(Dataset entries)
──────────────────────────────

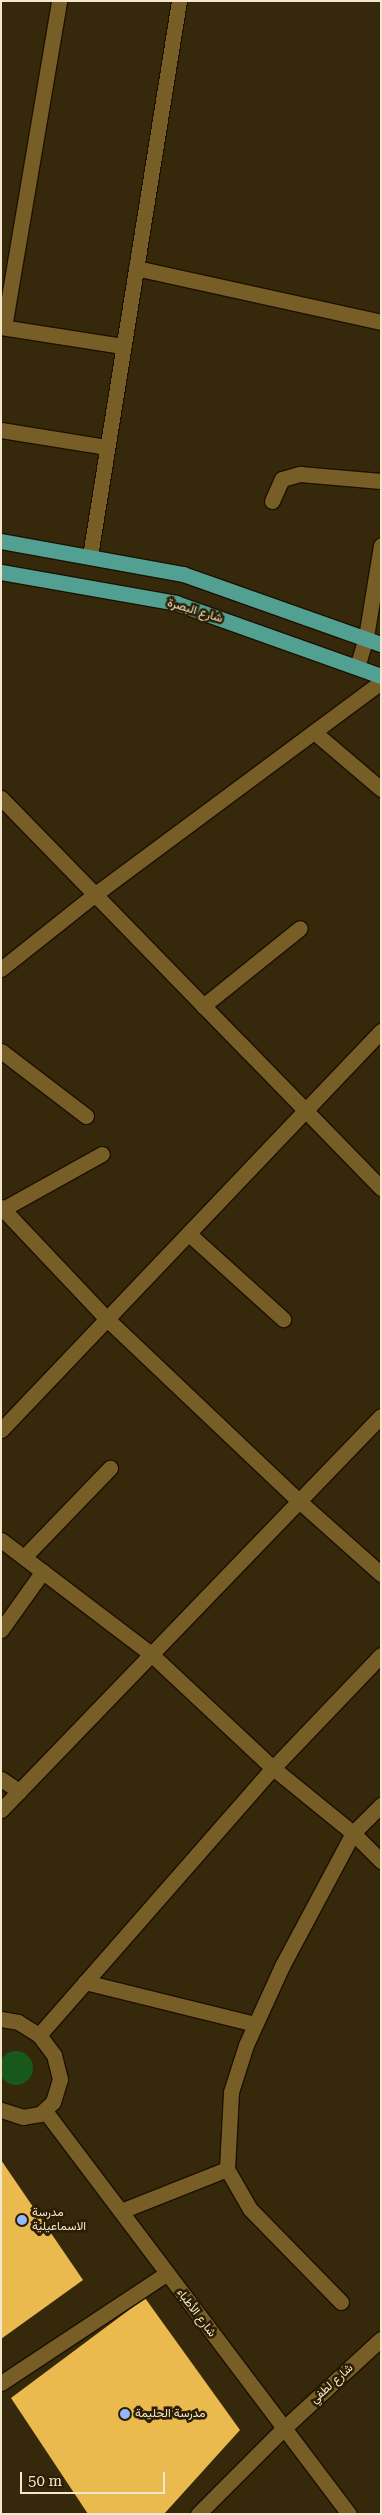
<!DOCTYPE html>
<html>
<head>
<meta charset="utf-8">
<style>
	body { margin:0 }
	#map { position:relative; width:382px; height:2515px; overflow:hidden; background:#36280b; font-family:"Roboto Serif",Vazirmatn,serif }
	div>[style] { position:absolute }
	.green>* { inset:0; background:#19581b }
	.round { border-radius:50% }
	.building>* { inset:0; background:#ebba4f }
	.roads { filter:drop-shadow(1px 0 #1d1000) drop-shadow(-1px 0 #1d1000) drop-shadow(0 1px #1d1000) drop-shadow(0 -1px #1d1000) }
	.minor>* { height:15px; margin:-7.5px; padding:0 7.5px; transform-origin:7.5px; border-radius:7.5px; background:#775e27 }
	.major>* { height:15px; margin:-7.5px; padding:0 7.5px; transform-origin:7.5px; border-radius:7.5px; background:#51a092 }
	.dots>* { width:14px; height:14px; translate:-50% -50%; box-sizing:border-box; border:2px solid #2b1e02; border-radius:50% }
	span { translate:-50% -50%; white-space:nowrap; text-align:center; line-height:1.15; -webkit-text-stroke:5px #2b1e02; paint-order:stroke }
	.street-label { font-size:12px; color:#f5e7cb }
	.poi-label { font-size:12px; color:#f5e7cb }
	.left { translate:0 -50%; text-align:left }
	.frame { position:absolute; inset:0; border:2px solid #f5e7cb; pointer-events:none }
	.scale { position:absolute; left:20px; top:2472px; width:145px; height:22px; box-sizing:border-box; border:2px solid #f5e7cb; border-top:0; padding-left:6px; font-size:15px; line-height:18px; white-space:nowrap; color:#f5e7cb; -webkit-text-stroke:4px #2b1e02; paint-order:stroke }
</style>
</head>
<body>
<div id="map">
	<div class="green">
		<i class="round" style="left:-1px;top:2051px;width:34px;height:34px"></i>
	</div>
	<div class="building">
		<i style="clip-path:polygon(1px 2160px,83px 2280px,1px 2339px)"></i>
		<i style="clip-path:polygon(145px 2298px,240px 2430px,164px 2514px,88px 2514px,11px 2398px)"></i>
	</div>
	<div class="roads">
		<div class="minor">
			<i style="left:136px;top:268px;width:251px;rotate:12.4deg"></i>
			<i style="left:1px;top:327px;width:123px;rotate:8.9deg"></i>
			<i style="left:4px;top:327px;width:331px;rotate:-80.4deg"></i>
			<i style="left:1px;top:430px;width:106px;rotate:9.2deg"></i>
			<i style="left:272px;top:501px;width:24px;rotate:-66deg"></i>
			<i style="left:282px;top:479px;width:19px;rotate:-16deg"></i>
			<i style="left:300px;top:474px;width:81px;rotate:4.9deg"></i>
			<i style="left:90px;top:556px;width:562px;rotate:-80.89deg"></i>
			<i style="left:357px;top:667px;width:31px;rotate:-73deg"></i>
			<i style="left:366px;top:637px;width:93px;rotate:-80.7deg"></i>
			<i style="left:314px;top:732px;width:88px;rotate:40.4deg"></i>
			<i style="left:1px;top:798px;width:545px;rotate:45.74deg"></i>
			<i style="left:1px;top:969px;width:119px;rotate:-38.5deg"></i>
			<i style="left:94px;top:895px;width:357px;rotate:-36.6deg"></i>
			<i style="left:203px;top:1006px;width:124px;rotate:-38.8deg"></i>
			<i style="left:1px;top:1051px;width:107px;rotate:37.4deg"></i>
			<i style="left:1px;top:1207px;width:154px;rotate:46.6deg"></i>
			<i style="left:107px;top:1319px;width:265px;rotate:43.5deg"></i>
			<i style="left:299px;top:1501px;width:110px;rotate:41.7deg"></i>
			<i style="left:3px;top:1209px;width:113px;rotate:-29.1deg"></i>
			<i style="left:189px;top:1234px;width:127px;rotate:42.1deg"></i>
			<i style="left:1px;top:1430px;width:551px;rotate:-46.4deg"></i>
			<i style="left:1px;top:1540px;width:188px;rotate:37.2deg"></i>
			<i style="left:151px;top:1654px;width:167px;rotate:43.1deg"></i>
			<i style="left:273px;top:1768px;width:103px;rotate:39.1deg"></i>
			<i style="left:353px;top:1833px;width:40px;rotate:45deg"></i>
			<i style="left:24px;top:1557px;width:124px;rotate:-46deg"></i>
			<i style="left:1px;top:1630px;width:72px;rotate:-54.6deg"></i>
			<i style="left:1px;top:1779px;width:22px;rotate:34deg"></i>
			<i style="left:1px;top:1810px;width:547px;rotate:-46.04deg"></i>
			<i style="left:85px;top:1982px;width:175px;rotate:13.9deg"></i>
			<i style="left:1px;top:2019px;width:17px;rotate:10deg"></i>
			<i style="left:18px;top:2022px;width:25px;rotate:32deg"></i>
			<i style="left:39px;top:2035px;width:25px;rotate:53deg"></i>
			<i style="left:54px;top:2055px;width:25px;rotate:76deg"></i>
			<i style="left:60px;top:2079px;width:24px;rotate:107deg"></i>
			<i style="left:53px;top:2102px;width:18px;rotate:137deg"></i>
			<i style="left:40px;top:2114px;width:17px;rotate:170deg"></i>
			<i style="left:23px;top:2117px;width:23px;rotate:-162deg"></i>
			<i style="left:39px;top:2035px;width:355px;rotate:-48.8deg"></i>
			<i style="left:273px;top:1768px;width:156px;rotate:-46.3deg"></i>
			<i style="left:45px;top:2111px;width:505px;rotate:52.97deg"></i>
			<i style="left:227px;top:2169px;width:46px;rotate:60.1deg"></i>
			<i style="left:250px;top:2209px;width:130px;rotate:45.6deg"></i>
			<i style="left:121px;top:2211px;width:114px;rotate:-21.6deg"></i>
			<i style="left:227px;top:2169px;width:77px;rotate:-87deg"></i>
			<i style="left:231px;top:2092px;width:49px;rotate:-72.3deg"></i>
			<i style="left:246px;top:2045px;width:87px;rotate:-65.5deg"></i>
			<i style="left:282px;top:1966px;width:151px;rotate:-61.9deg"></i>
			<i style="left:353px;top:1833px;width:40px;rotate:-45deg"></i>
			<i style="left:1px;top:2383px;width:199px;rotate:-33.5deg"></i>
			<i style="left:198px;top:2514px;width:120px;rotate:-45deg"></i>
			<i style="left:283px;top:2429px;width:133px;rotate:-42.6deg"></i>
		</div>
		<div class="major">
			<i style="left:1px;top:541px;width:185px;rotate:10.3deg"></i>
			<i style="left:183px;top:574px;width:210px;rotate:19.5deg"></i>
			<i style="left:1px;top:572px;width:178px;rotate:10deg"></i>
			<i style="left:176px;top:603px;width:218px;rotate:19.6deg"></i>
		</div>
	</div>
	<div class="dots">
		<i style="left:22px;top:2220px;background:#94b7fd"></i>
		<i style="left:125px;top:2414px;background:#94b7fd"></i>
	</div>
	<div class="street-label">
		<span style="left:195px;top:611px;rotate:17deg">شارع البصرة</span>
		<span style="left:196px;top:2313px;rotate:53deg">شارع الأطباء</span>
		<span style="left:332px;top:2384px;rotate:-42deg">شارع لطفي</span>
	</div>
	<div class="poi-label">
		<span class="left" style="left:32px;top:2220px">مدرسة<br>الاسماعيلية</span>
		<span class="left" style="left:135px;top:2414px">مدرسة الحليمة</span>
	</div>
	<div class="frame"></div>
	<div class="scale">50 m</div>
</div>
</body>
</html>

──────────────────────────────

▶ [BRIEF]:
Set the lines above down again, word for word, from the first through the one containing "position:relative; width:382px; height:2515px;"; pictures excluded.

▶ [SOLUTION]:
<!DOCTYPE html>
<html>
<head>
<meta charset="utf-8">
<style>
	body { margin:0 }
	#map { position:relative; width:382px; height:2515px; overflow:hidden; background:#36280b; font-family:"Roboto Serif",Vazirmatn,serif }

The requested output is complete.